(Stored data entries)
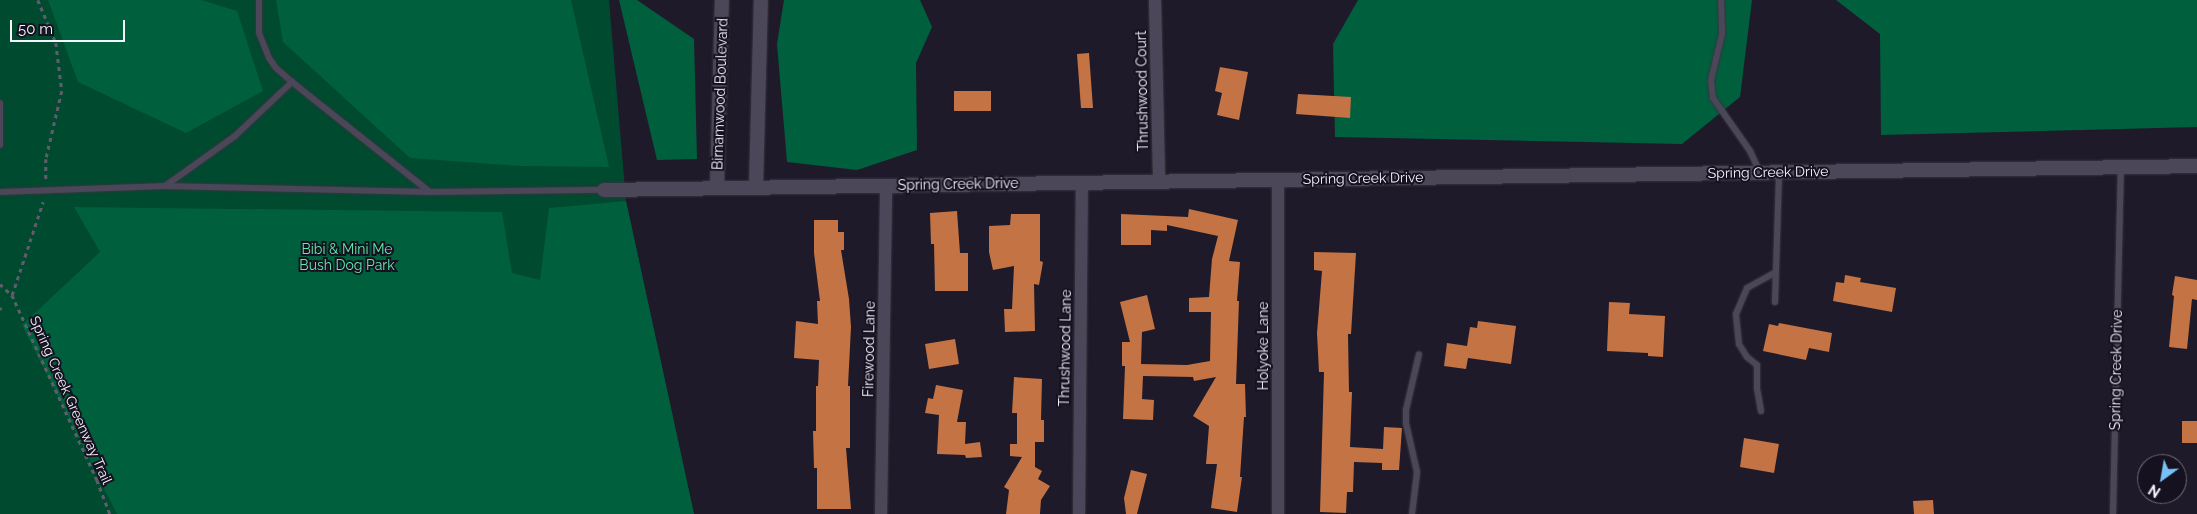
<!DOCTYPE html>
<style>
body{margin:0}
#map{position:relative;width:2197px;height:514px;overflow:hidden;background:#1e1a29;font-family:Raleway,sans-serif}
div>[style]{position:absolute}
.green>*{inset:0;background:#004a2f}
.forest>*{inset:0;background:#005f3d}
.building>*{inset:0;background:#c47344}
.path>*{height:2.5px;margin-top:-1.25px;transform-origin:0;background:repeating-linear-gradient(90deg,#605d6b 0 4px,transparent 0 8px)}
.roads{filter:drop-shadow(0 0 1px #373540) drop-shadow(0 0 1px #373540)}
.service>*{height:6px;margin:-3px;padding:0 3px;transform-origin:3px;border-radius:3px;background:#4b4758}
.minor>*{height:12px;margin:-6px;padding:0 6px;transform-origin:6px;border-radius:6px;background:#4b4758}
.tertiary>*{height:14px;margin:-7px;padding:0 7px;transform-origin:7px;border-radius:7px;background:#4b4758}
span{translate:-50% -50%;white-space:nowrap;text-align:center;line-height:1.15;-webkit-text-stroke:4px #15111f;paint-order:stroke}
.street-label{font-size:14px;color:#f5f3fe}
.park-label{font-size:14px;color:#61ebad}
.north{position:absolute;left:2137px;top:454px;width:50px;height:50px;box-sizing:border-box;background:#15111f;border:1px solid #6f6b78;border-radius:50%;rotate:212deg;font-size:14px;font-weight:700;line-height:20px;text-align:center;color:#f5f3fe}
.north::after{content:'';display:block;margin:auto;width:18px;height:22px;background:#75c0f6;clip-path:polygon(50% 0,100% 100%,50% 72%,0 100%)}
.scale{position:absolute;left:10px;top:20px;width:115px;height:22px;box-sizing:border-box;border:2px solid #f5f3fe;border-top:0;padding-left:6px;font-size:15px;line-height:18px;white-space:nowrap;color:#f5f3fe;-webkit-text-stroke:4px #15111f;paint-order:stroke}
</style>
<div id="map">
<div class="green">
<div style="clip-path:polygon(0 0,609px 0,626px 201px,694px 514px,0 514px)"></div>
</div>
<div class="forest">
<div style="clip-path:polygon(48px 0,201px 0,237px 11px,263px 91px,186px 133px,78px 82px)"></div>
<div style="clip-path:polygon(276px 0,571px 0,609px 167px,520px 166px,410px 158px,283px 42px)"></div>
<div style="clip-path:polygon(619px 0,637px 0,694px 39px,697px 159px,657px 160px)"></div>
<div style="clip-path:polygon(784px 0,920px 0,932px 27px,916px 63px,917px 150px,857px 170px,787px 162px,777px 44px)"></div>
<div style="clip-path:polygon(1358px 0,1752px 0,1740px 97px,1682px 144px,1335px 137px,1333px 44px)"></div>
<div style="clip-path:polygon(1836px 0,2197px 0,2197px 127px,1881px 135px,1880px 34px)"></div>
<div style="clip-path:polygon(626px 201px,694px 514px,117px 514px,22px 325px,100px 252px,74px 207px,502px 212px,512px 273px,540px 280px,549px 208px)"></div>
</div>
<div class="building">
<div style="clip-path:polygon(1089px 53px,1093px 108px,1081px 108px,1077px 54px)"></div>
<div style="clip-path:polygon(1220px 67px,1248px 72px,1239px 120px,1217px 115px,1222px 93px,1215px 91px)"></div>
<div style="clip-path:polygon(954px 91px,991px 91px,991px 111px,954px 111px)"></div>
<div style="clip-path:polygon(1298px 94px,1351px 97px,1350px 118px,1296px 114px)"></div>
<div style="clip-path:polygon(1189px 209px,1238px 220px,1229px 261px,1240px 262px,1237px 301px,1239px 301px,1236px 384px,1245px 384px,1246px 417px,1244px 417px,1240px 477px,1242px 477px,1237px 512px,1211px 508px,1217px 464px,1206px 464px,1209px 426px,1193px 416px,1216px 377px,1194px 381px,1193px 377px,1143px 376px,1142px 399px,1154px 400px,1153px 420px,1123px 419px,1125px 366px,1122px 366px,1122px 342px,1130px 342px,1120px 302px,1147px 295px,1155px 329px,1142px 332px,1141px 364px,1187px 365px,1210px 361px,1211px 312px,1189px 312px,1189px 298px,1209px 297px,1212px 259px,1218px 236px,1167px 225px,1167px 231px,1151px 230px,1151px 245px,1121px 245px,1121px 214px,1188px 217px)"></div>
<div style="clip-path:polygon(957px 211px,960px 253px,968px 253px,968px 291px,935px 291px,934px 244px,931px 244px,930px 213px)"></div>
<div style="clip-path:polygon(1011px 214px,1040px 214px,1040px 261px,1043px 262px,1039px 285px,1034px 284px,1035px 331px,1005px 332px,1004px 309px,1012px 309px,1014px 266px,993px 270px,989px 252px,989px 226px,1010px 225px)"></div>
<div style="clip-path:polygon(814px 220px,838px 220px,838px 232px,844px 232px,844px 250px,841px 250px,849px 299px,851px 327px,848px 386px,850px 386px,850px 448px,846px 448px,851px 509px,817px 509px,817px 468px,814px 468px,813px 431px,816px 431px,816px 386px,818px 386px,819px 360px,794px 358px,796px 321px,818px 324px,817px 301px,820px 301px,814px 253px)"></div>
<div style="clip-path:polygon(1314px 252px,1356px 253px,1351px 334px,1348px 334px,1349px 392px,1352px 392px,1350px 447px,1383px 449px,1384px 427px,1402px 428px,1399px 470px,1382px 470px,1382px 463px,1354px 462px,1353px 492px,1347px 492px,1346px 513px,1320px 512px,1324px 372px,1319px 372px,1317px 333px,1322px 271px,1314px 270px)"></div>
<div style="clip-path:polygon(1845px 275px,1861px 278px,1860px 282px,1896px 288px,1892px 312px,1833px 301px,1836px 282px,1844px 283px)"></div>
<div style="clip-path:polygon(2175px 276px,2197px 280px,2197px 300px,2192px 299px,2187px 349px,2169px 347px,2174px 296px,2172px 295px)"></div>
<div style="clip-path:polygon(1609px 302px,1630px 303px,1629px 314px,1665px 316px,1663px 357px,1648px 356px,1648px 353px,1607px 351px)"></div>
<div style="clip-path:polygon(1478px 321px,1516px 326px,1511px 364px,1468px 358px,1466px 369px,1444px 366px,1447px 343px,1467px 346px,1470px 327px,1477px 328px)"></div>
<div style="clip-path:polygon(1779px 323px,1832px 333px,1829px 352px,1809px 348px,1806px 360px,1763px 351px,1769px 324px,1778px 326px)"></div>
<div style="clip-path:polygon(955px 339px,959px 364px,929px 369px,925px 344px)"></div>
<div style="clip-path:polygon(1014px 377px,1042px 379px,1041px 420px,1044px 420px,1044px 442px,1035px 442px,1035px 467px,1042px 471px,1038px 479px,1050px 486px,1041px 500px,1040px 514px,1006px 514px,1009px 490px,1004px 487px,1022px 457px,1010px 456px,1010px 444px,1017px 444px,1017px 413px,1012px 413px)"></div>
<div style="clip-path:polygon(936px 385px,963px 390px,957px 422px,966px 422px,965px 444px,980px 442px,982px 457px,966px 458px,965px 455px,937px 454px,939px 415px,925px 413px,928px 398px,933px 399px)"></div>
<div style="clip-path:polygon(2182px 421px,2197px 421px,2197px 443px,2182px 443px)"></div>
<div style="clip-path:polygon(1744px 438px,1779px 444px,1774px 473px,1740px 467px)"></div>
<div style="clip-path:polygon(1131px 470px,1147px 474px,1137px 514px,1126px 514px,1124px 498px)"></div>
<div style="clip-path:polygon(1933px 500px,1934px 514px,1914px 514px,1913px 501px)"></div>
</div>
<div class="path">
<div style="left:38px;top:0;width:47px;rotate:67.3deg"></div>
<div style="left:56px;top:43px;width:48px;rotate:82.9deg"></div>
<div style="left:62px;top:91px;width:70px;rotate:103.2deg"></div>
<div style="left:46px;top:159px;width:20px;rotate:90deg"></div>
<div style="left:0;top:284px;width:16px;rotate:43deg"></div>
<div style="left:12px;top:295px;width:204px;rotate:65.3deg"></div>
<div style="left:97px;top:480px;width:36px;rotate:69deg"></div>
<div style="left:12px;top:295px;width:98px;rotate:-71.6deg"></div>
<div style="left:0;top:308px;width:2px;rotate:27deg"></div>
</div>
<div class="roads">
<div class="service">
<div style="left:259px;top:0;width:33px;rotate:90deg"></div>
<div style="left:259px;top:33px;width:27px;rotate:68deg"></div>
<div style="left:269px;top:58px;width:12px;rotate:55deg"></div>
<div style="left:276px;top:68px;width:21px;rotate:41deg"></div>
<div style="left:292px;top:82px;width:176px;rotate:38.6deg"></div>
<div style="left:1721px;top:0;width:34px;rotate:88deg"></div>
<div style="left:1722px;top:34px;width:47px;rotate:103.4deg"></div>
<div style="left:1711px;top:80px;width:18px;rotate:84deg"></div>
<div style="left:1713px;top:98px;width:65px;rotate:55.1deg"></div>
<div style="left:1750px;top:151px;width:23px;rotate:65deg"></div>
<div style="left:0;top:103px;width:42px;rotate:90deg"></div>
<div style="left:165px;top:186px;width:86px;rotate:-35.5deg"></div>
<div style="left:235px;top:136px;width:79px;rotate:-43.5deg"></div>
<div style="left:0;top:192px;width:165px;rotate:-2.1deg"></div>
<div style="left:165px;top:186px;width:265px;rotate:1.3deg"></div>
<div style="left:430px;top:192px;width:174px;rotate:-0.7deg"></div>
<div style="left:1775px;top:302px;width:129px;rotate:-88.2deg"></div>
<div style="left:1761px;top:411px;width:23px;rotate:-100deg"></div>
<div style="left:1757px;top:388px;width:23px;rotate:-90deg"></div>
<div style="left:1757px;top:365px;width:13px;rotate:-141deg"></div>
<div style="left:1747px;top:357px;width:15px;rotate:-122deg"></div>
<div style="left:1739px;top:344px;width:30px;rotate:-96deg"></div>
<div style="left:1736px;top:314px;width:28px;rotate:-67deg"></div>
<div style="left:1747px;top:288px;width:33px;rotate:-29deg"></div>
<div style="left:1412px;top:514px;width:42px;rotate:-83.2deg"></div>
<div style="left:1417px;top:472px;width:50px;rotate:-102.7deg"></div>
<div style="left:1406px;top:423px;width:13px;rotate:-90deg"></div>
<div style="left:1406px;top:410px;width:57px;rotate:-76.9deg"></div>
<div style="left:2113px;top:514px;width:347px;rotate:-88.7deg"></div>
</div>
<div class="minor">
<div style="left:1155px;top:0;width:181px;rotate:88.7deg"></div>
<div style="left:881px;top:514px;width:329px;rotate:-89.1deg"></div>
<div style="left:1079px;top:514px;width:331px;rotate:-89.5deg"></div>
<div style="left:1278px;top:514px;width:335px;rotate:-90deg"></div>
</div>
<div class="tertiary">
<div style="left:717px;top:187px;width:187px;rotate:-88.5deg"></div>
<div style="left:756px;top:187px;width:187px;rotate:-88.5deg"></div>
<div style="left:604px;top:190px;width:1593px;rotate:-0.86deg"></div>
</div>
</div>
<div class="street-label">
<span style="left:1142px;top:91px;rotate:-91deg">Thrushwood Court</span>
<span style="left:720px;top:94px;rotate:-88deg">Birnamwood Boulevard</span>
<span style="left:1768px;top:172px;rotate:-1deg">Spring Creek Drive</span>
<span style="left:1363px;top:178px;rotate:-1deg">Spring Creek Drive</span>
<span style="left:958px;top:184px;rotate:-1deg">Spring Creek Drive</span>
<span style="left:1263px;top:346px;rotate:-90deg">Holyoke Lane</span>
<span style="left:1065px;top:348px;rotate:-89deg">Thrushwood Lane</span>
<span style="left:869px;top:349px;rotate:-89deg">Firewood Lane</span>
<span style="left:2116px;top:370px;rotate:-89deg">Spring Creek Drive</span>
<span style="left:71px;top:400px;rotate:66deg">Spring Creek Greenway Trail</span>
</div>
<div class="park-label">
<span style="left:347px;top:257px">Bibi &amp; Mini Me<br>Bush Dog Park</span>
</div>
<div class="north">N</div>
<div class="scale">50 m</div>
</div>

Directions for this task >> Copy every line from the records that holds the string "service".

Result of this exercise >>
.service>*{height:6px;margin:-3px;padding:0 3px;transform-origin:3px;border-radius:3px;background:#4b4758}
<div class="service">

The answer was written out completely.